A orientação é para que a vítima de escorpianismo leve ao hospital uma foto do escorpião. Conforme o Adebal Filho, a identificação do animal também é importante na definição do tratamento. Ele destaca que em Belo Horizonte e na região metropolitana são cinco espécies mais comuns. No entanto, a Tityus Serrulatus, popularmente conhecida como escorpião amarelo e que possui a toxina mais potente, é a mais comum e responsável por 95% dos casos que procuram a unidade de saúde. 
Escorpião amarelo é responsável por 95% dos casos atendidos pelo Hospital João XXIII
Escorpião amarelo é responsável por 95% dos casos atendidos pelo Hospital João XXIII. Foto: Natália Nascimento / Divulgação Hospital João XXIII

“Se a pessoa não viu o escorpião depois do acidente ou não sabe qual o animal responsável pela picada, se foi uma aranha ou uma lacraia, por exemplo, ela deve procurar o hospital mesmo assim, e o quanto antes. É a equipe médica que vai ajudar, a partir dos sintomas e dos resultados dos exames, dizer o que pode ter ocorrido”, orienta Adebal Filho. 

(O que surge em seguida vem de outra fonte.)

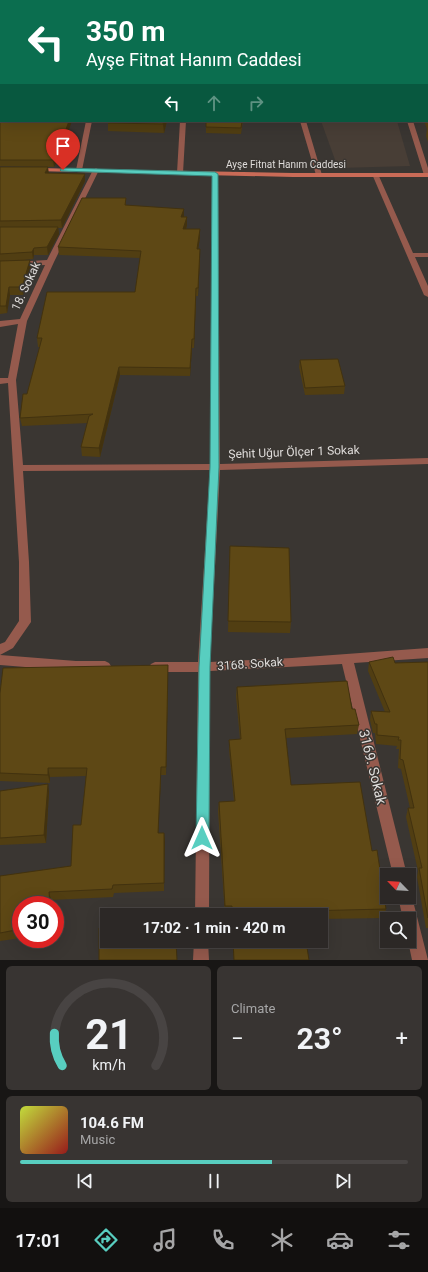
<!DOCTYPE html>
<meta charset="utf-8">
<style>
body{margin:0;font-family:Roboto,sans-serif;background:#383432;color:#f1f3f6;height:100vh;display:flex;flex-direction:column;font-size:15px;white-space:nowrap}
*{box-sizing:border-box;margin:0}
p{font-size:13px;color:#a6a6a7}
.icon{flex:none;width:22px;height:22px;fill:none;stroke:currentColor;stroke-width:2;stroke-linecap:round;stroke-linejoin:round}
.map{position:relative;height:960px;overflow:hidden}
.details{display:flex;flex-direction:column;gap:6px;padding:6px;background:#181615;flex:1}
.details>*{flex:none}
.guide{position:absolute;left:0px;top:0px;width:428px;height:122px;box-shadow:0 4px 16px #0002,0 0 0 1px #484443;background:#0b6e4f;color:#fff;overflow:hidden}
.needle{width:26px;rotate:295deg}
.controls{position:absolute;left:380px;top:868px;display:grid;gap:8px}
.controls a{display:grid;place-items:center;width:36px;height:36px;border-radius:0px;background:#2c2826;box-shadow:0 4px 16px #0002,0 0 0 1px #484443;font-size:20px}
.speed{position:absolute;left:12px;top:896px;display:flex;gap:8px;font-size:20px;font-weight:700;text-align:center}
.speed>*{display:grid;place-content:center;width:52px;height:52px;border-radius:50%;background:#2c2826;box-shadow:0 4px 16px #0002,0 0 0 1px #484443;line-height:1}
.speed .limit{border:6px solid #d22;background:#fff;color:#111}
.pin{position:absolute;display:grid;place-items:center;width:34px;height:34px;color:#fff;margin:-41px -17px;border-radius:50% 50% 50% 0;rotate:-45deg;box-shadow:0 0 4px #0007}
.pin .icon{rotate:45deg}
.me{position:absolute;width:44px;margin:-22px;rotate:0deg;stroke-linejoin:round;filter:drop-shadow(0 0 3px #0008)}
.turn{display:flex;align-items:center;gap:14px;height:84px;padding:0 20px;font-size:18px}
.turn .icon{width:52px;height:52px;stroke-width:2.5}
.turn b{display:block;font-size:28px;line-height:34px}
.lanes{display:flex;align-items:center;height:38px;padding:0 20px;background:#0003;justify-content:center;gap:20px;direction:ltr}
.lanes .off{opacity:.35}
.big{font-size:30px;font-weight:700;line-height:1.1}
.details .tile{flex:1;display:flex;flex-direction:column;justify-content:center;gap:6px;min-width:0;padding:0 14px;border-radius:6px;background:#383432}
.details .dial{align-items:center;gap:0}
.dial svg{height:104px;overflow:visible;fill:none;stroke:#484443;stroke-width:7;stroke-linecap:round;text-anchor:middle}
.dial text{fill:#f1f3f6;stroke:none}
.song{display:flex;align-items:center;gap:12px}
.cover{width:48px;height:48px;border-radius:6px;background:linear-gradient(135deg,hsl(70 70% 55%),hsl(0 70% 35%))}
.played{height:4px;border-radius:2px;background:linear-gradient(90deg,#58cec0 65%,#484443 65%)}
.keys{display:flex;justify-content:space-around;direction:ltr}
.heat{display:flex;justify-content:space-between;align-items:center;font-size:22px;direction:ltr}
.details .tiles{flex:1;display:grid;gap:6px;grid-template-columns:1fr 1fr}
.tile:last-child{grid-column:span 2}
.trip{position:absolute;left:100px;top:908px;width:228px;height:40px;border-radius:0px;background:#2c2826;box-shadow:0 4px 16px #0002,0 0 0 1px #484443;font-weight:700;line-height:40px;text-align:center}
.tabs{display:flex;height:64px;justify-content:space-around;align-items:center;background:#12100f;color:#a6a6a7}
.tabs .icon{width:28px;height:28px}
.tabs .current{color:#58cec0}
.tabs b{font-size:18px;color:#f1f3f6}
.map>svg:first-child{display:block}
</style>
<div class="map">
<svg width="428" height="960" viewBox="0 0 428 960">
<rect width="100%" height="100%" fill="#3a3632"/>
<!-- built -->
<path fill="#483e36" d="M321,121H397L410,166L338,168Z"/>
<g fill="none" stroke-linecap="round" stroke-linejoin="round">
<!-- street -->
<path fill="#955a4d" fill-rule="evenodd" d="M122,0H126V1H122Z
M268,0H272V1H268Z
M378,0H402V1H378Z
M427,17H428V21H427Z
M427,41H428V45H427Z
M86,121H92L82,170L79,172L76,170Z
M180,121H186L183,173L180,175L177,173Z
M300,121H306L322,175L321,176L316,175Z
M407,121H413L428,168V177L424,175Z
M96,168L99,170L54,262L27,321L16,380L23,465L210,464L212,174L215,172L218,174L220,464L428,458V464L220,470L210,662L292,658L428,648V658L354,663L407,875H393L342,664L210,671L209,915H195L198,672H155L151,670L149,667L151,664L155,662H198L210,470L23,471L29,562L31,622L13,648L0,655V644L5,642L19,621V562L8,383L0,384V378H8L18,324L0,327V321L20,319L45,265L0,267V263L47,260L93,170Z
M373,173L378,174L413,253H428V257H415L428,286V297L424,295L372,174Z
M0,655L76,661H105L109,663L111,666L109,669L105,671H76L0,665Z
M409,892L412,897L428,960H412L408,941L409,919H403L398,897H409Z
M194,941H208L209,960H193Z"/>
<!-- secondary -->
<path fill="#c96b57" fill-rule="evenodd" d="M36,168L293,173H428V177H293L34,171L33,170Z"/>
</g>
<!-- wall -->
<path fill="#513e12" d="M0,0H78V1H1V121L70,132L71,139L54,167L0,166Z
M168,0H189L188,1H168Z
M297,0H393V1H297Z
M427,72H428V142L426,136L427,129L424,121H427Z
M167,121L164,133L108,131V123Z
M206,121H243L241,134L206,133Z
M0,167L49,173L85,174V181L62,228H58L59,234L48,255H34L33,259L24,260L31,267L23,295H10L7,313L0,314Z
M126,198V205L187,217V225L186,229H200V237L198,249L200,257L198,296H196L194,348H192L190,376L120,375L100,457L82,456L81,447L88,423L22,426L20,418L40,347H38L37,338L135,292L140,258L59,255L58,247Z
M300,360L345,386L344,394L305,395L299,367Z
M230,546L291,622L290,633L228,632Z
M369,662L395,663L428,662V928H426L417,877L418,871L406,817L408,808H410L401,769L398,768L399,749H396L397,746L376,744L375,733H373L370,720L371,711L385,712L368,671Z
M168,665V673L166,775H161L158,833H164V891L114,893L113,897L51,900V905H21V938L0,941V876L71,866L81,825L86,776L50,777V783L0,781V693Z
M237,687L352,709L359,725L357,734L286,738L291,785L372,851L386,909L384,918L321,919V915H232V914L225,915L218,811L219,802L234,801L229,749V740L240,739L236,696Z
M0,791H49L46,843L0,845Z"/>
<!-- shaded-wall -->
<path fill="#42320f" d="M69,121H72L66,138L65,132Z
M164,121H167L164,133L163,124Z
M70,132L71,139L54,167L53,160Z
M48,167L49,174L45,173Z
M85,174V181L62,228L61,220Z
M184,209V217L181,225V217Z
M187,217V225L184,237L183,229Z
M58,227L59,234L48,255L47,247Z
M200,229V237L197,257V249Z
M34,248V255L33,259L32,252Z
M200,249V257L198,296V288Z
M30,260L31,267L23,295L22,287Z
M9,287L10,295L7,313L6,306Z
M196,288V296L194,348V339Z
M192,339V348L190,376V368Z
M119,367L120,375L100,457L99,448Z
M168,665V673L166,775V767Z
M161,767V775L158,841V833Z
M48,768L50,777V783L48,775Z
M48,784L49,791L46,843L44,835Z
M164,833L165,841L164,891Z
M49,892L51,900V905H50Z"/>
<!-- building -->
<path fill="#5e4815" stroke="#42320f" d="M0,0H76V1H1V30H0Z
M229,0H247V1Z
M299,0H352V1H299Z
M398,0H425L424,1H398Z
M0,36H1V72H0Z
M427,72H428V123L427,120Z
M0,77L1,78V121H69L65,132H70L53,160H0Z
M108,121H164L163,124L108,123Z
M206,121H242L241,128L206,127Z
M0,167H48L45,173L85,174L61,220L0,221Z
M82,198H126L125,205L184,209L181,217H187L183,229H200L197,249H200L198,288H196L194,339H192L190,368L119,367L99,448L81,447L89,416L93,414L20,418L23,394H27L42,338H37L47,292H135L141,251L58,247Z
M0,227H58L47,247L34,248L32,252L0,254Z
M30,260L22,287H9L6,306H0V261Z
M338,359L345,386L305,388L300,360Z
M230,546L289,548L291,622L228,621Z
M393,657L395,663L428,662V918L419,868H422L408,808H414L403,760L400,759L401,740H398L399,737L377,735V724H375L371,711L390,712L369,662Z
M168,665L166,767H161L158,833H164V883L113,885L112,889L49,892L50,905H21V929L0,933V876L71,866L73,825H81L87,768H48V775L0,773V693L3,668Z
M347,681L352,709H355L359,725L285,729L291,785L360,782L372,851L377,850L386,909L302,911V915H232V906H225L219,802L235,801L229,740L241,739L237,687Z
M48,784L44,835L0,838V791Z
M99,928H107V941H176L177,960H99Z
M233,941H306L309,960H234Z"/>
<!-- route -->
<path fill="#58cec0" stroke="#39867d" d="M63,168L215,172L218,174L219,467L210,667L209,838L207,842L202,843L198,842L196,838L199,667L210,467L212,176L61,171L60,170Z"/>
<g text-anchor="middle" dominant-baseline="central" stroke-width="3" stroke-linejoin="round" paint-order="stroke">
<!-- far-street labels -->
<g font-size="10" fill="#dfdcda" stroke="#3a3632">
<text x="286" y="164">Ayşe Fitnat Hanım Caddesi</text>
</g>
<!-- street labels -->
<g font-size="12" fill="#dfdcda" stroke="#3a3632">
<text transform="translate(26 286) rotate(-65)">18. Sokak</text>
<text transform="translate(294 452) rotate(-2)">Şehit Uğur Ölçer 1 Sokak</text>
<text transform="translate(250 664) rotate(-4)">3168. Sokak</text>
</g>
<!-- near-street labels -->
<g font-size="14" fill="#dfdcda" stroke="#3a3632">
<text transform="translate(373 767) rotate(76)">3169. Sokak</text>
</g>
</g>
</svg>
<div class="controls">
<a><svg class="needle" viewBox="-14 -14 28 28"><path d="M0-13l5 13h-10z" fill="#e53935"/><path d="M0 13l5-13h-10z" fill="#a6a6a7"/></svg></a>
<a><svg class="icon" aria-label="search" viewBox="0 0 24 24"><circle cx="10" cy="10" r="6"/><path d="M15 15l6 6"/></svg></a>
</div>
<div class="speed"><div class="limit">30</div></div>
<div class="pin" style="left:63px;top:170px;background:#d93025"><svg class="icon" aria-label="arrive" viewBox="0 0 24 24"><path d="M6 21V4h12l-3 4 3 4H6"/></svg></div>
<svg class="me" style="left:202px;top:838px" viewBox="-20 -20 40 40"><path d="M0-17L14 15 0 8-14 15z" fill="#58cec0" stroke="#fff" stroke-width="4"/></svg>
<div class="trip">17:02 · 1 min · 420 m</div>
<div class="guide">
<div class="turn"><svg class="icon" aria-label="left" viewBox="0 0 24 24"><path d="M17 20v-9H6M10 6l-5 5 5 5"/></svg><div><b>350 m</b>Ayşe Fitnat Hanım Caddesi</div></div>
<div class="lanes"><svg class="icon" aria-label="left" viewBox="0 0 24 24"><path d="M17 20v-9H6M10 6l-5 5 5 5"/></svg><svg class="icon off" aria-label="ahead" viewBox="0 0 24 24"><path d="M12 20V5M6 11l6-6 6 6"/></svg><svg class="icon off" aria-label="right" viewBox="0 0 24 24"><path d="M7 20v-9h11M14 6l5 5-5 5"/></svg></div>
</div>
</div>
<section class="details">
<div class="tiles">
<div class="tile dial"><svg viewBox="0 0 100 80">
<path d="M14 69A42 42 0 1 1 86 69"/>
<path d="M14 69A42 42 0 0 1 8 44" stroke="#58cec0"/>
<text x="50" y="56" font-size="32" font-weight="700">21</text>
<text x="50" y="72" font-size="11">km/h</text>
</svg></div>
<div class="tile"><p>Climate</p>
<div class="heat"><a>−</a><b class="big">23°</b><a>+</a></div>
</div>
<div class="tile">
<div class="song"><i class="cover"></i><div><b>104.6 FM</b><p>Music</p></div></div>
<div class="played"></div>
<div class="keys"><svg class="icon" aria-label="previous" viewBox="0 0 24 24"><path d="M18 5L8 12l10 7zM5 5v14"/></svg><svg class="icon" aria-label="pause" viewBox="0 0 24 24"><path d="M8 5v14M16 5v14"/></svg><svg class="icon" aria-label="next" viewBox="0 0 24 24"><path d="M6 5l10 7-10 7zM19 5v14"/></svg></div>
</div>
</div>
</section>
<nav class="tabs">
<b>17:01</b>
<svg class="icon current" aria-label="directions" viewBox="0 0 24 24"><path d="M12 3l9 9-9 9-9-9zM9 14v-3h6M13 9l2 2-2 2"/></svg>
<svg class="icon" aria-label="music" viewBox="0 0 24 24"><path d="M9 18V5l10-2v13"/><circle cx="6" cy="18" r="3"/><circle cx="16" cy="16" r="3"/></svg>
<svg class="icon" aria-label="phone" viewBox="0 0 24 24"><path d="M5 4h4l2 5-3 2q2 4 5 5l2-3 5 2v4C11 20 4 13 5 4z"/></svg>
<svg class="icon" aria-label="climate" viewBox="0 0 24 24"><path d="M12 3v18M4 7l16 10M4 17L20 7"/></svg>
<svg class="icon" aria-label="car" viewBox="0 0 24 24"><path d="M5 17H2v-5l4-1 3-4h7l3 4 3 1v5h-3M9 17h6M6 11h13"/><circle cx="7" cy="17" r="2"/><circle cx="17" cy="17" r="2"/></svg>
<svg class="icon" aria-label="filters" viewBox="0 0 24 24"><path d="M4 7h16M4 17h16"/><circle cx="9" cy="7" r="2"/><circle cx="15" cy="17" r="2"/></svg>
</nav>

Os sintomas mais comuns nestes acidentes são dor imediata, vermelhidão e inchaço leve por acúmulo de líquido, piloereção (pelos em pé) e sudorese (suor) localizadas. As vítimas também podem apresentar náuseas e vômitos, além de arritmias e taquicardia.

“A pessoa que apresentar algum desses sintomas, pode entrar em contato com o setor de toxicologia. A mesma equipe que atende presencialmente, orienta quem liga e pede alguma informação”, destaca. O serviço funciona 24h, de segunda a domingo. O contato pode ser feito pelos telefones: (31) 3224-4000, 3239-9308 e 0800 722 6001. 

O que fazer após ser picado por escorpião?  

  • Lave o local com água e sabão; 
  • Não use garrote, não corte ou perfure ao redor da lesão; 
  • Mantenha-se o mais calmo possível; 
  • Procure atendimento médico imediatamente; 
  • Se possível, leve o animal ou foto dele para identificação. 

Como evitar que um escorpião entre em casa?  

  • Manter a tampa dos ralos internos na posição fechada (abrir apenas para limpeza e enquanto estiver em uso); 
  • Colocar telas milimétricas nos ralos na área externa; 
  • Vedar frestas nos muros, paredes e pisos; 
  • Vedar a soleira das portas com rodinho ou rolinhos de areia; 
  • Não acumular entulho ou materiais de construção; 
  • Verificar se os espelhos de luz e pontos de fiação elétrica não apresentam frestas e vãos; 
  • Acondicionar o lixo em recipientes fechados; 
  • Manter a limpeza de jardins, sem acúmulo de folhas; 
  • Providenciar a limpeza e corte do mato em terrenos.